I have Takagi gas home water heater 199000 BTU max and it also has 3/4'' gas supply. Connected the same way as my pool gas heater and it just works fine.
As I can see from my Pentair specs it needs:
Maximum inlet gas pressure: 14'' wc
Minimum inlet gas pressure: 4'' wc

And this is from my home water heater (even higher):
waterheater.png

BTW today I've got new more powerful variable regulator. Still cannot ignite but can hear some scratching/cracking when it tries to ignite (as I understand).
 
What is the rating of the regulator?

From the regulator, it needs to be 3/4" inside diameter.

Check the gas pressure at the inlet pressure tap before the heater tries to fire and watch as it tries to fire.

Check the resistance of the igniter.
 
Got this thing ignited covering 2/3 of the intake air with 3kg/h regulator:

IMG_2810.JPG

Tried this variable regulator from 4 to 8 kg/h but even on the lower position it won't let gas to get out:

IMG_2742.JPG

Finally I've got fixed 3kg/h regulator which doesn't lock intake gas valve but doesn't ignite also (but I can smell the gas as it tries, with more powerful regulators it won't smell).
Covered 2/3 of the air intake and it worked. Tried to run for about 20 mins and it works like a charm. Now I have another question: is it safe?

Maybe there is another way to fine tune intake gas valve without covering air intake?

IMG_2811.JPG
 
You need a regulator that can provide the correct gas pressure and volume.

You're modifying things in unsafe ways.

You need the correct size pipe from the regulator to the heater.

If you can't get the right regulator and pipe, you should not use the heater.
 
As I wrote before all regulators here will have the same hose size.

As I wrote also if I use more powerful regulator with 4kg/h or more intake gas valve just locks and doesn't let gas to get out.

If you can't get the right regulator and pipe, you should not use the heater.
Not an option. Now I know it can work with less air. So the solution can be another gas valve or another regulator placed just right on the gas inlet at the end of the hose instead of at the cylinder at the beginning.
 
You should verify that the gas pressure at the inlet is within the specs as shown on the heater label.

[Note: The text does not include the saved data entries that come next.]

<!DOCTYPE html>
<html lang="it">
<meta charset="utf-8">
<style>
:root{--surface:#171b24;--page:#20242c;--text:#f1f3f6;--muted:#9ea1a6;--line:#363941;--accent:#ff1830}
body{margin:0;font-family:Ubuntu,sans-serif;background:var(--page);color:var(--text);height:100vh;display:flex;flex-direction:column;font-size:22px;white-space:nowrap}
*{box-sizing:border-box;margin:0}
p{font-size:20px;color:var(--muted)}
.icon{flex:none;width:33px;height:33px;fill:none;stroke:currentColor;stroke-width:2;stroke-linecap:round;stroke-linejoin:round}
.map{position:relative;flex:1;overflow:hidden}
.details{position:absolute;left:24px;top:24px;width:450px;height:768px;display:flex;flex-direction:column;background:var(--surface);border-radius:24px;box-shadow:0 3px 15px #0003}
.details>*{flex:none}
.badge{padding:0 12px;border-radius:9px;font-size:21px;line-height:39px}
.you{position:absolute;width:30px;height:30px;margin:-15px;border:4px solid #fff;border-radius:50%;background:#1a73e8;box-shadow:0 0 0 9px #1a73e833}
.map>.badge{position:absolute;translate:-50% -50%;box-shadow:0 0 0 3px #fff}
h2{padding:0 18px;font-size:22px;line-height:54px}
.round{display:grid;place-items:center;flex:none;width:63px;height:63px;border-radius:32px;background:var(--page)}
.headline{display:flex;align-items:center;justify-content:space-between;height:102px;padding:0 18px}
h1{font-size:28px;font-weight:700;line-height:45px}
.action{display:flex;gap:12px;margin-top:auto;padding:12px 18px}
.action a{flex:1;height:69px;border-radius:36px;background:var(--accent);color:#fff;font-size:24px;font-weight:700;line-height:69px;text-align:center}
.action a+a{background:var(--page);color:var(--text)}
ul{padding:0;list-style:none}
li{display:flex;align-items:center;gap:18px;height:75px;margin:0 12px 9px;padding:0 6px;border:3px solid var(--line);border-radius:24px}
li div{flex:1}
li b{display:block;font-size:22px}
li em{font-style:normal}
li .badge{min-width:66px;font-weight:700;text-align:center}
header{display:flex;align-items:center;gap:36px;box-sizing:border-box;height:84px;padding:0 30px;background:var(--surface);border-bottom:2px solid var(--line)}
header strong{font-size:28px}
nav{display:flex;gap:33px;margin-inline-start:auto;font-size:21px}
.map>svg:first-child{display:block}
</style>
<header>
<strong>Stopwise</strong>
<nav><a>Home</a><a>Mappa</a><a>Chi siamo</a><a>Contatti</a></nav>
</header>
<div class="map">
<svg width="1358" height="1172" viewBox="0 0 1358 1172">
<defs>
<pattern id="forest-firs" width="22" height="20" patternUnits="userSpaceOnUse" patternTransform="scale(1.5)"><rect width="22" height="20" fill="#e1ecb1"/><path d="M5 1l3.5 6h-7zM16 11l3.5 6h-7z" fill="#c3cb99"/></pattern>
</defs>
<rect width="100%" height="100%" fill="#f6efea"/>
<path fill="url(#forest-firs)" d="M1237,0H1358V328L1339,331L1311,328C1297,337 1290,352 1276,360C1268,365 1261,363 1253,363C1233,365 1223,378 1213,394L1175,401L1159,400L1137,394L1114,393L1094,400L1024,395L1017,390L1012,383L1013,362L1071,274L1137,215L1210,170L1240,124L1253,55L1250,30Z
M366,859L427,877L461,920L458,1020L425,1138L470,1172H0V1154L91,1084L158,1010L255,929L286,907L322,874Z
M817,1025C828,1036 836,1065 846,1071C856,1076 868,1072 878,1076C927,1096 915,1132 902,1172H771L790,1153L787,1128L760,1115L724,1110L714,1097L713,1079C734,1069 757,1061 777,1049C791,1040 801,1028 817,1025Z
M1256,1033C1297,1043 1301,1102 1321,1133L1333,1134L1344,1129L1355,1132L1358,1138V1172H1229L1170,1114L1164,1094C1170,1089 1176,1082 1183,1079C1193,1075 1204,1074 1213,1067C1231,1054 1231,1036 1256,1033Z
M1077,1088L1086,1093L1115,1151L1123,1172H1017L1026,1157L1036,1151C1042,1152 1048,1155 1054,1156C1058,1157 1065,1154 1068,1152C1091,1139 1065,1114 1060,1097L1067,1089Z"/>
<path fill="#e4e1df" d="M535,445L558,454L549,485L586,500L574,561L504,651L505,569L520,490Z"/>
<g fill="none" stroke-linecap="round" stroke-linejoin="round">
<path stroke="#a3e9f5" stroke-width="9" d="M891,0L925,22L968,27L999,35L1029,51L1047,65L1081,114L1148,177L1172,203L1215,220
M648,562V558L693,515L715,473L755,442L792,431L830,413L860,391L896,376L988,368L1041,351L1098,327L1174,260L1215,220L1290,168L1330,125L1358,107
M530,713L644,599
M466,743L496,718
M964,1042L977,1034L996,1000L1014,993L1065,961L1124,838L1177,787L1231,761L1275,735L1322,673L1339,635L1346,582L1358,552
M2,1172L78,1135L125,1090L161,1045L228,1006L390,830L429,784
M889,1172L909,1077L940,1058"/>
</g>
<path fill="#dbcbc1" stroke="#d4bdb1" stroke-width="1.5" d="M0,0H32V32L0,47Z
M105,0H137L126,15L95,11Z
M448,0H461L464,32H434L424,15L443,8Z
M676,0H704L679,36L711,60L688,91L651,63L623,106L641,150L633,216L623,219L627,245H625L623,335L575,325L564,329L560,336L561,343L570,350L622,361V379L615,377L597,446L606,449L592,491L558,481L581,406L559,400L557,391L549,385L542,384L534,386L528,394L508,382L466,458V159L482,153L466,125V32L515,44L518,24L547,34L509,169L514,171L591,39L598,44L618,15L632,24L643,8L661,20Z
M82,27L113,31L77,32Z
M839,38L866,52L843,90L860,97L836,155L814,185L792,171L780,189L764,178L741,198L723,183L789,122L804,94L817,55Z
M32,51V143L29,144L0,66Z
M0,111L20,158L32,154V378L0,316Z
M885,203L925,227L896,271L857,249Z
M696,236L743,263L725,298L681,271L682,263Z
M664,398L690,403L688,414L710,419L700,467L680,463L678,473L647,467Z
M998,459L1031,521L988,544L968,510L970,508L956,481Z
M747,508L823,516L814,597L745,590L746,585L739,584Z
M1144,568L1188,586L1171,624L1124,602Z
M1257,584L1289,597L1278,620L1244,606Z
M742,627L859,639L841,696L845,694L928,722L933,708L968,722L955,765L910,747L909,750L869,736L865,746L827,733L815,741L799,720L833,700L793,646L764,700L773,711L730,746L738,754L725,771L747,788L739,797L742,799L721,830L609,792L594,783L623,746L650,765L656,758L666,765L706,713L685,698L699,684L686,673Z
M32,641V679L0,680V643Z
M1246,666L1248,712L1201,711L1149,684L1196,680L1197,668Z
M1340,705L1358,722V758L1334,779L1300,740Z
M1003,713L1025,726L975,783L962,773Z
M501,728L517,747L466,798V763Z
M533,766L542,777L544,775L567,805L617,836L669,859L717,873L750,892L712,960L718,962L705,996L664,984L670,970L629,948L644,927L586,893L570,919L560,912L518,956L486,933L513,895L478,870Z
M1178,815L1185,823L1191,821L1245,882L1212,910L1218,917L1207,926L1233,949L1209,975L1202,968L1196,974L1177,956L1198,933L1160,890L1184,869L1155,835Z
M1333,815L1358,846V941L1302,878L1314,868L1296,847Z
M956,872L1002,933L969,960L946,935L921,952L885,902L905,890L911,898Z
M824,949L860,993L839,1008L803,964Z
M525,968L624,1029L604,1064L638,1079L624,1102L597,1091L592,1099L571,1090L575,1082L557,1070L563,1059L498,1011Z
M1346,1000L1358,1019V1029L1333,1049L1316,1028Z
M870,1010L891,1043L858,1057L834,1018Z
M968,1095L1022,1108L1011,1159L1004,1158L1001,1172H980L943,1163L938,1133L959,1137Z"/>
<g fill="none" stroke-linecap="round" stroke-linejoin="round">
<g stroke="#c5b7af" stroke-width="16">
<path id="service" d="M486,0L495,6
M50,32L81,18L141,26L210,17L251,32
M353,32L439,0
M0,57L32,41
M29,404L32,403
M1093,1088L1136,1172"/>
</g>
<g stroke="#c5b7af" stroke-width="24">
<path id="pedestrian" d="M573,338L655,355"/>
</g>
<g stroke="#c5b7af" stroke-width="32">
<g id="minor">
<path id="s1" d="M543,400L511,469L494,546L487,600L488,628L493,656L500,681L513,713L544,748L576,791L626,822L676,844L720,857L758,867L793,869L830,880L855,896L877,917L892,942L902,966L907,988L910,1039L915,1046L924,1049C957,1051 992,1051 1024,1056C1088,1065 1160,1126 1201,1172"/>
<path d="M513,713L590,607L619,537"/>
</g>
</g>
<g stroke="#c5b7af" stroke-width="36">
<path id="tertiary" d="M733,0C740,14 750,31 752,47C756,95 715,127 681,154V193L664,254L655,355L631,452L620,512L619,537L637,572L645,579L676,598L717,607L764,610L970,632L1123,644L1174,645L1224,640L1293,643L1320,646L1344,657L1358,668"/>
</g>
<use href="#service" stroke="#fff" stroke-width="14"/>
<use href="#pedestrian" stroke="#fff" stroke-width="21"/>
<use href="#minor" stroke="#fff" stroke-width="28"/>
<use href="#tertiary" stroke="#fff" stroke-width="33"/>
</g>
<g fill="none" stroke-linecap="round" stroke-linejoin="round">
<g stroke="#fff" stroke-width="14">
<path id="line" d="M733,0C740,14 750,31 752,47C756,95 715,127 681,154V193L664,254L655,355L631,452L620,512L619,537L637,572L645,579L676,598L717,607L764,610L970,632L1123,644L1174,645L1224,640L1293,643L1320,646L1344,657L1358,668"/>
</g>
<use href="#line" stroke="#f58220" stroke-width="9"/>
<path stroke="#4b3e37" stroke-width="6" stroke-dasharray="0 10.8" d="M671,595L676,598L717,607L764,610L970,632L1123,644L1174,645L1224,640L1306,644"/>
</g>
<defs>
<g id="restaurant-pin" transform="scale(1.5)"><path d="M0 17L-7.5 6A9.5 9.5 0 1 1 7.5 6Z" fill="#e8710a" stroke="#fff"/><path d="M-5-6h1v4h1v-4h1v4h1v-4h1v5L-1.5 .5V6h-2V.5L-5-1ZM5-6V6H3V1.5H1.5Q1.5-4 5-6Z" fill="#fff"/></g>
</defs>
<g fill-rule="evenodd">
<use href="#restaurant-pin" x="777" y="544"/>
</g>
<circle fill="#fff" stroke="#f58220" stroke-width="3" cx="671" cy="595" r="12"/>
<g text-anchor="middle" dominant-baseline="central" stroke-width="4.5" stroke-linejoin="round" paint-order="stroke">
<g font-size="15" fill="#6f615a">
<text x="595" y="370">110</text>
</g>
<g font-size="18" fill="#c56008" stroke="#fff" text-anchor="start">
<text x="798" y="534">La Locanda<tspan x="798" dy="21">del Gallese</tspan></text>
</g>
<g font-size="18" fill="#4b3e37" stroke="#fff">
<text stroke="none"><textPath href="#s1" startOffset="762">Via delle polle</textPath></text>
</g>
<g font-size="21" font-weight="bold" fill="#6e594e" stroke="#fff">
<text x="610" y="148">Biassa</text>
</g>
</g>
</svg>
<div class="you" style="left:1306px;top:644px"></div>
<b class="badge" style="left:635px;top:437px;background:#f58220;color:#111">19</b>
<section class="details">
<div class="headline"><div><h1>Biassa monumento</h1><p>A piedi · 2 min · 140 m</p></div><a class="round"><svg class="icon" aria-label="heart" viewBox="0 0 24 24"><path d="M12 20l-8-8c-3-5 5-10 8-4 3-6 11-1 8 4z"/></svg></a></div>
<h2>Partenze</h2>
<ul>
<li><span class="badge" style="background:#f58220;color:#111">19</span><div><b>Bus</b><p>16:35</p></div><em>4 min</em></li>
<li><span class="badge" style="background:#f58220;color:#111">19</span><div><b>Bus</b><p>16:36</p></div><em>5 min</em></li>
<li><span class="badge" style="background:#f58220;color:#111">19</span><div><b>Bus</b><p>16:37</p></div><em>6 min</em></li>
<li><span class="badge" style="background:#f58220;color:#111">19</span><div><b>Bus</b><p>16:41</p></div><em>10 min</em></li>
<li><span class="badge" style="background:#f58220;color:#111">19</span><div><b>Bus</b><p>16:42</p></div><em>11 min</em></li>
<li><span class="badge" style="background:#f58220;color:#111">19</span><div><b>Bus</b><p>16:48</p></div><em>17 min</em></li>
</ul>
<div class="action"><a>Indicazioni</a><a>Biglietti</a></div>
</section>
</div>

The gas pressure should be within spec before the heater fires (static pressure) and it should be within spec during operation (dynamic pressure).
 
Have you checked the orifice in the union (just above the blower)? I know your service sticker says that it is a Propane heater, but that only means that there is (supposed to be) the correct orifice in there. It would not be impossible to have the wrong orifice installed from the factory. The only difference between Gas and Propane is that orifice. IOW, You can go back and forth between a gas and a propane heater just by replacing that orifice. It should have a letter or two stamped on it. I apologize but i cant remember the correct one you should have for a 250. Im sure someone here can fill in the gaps.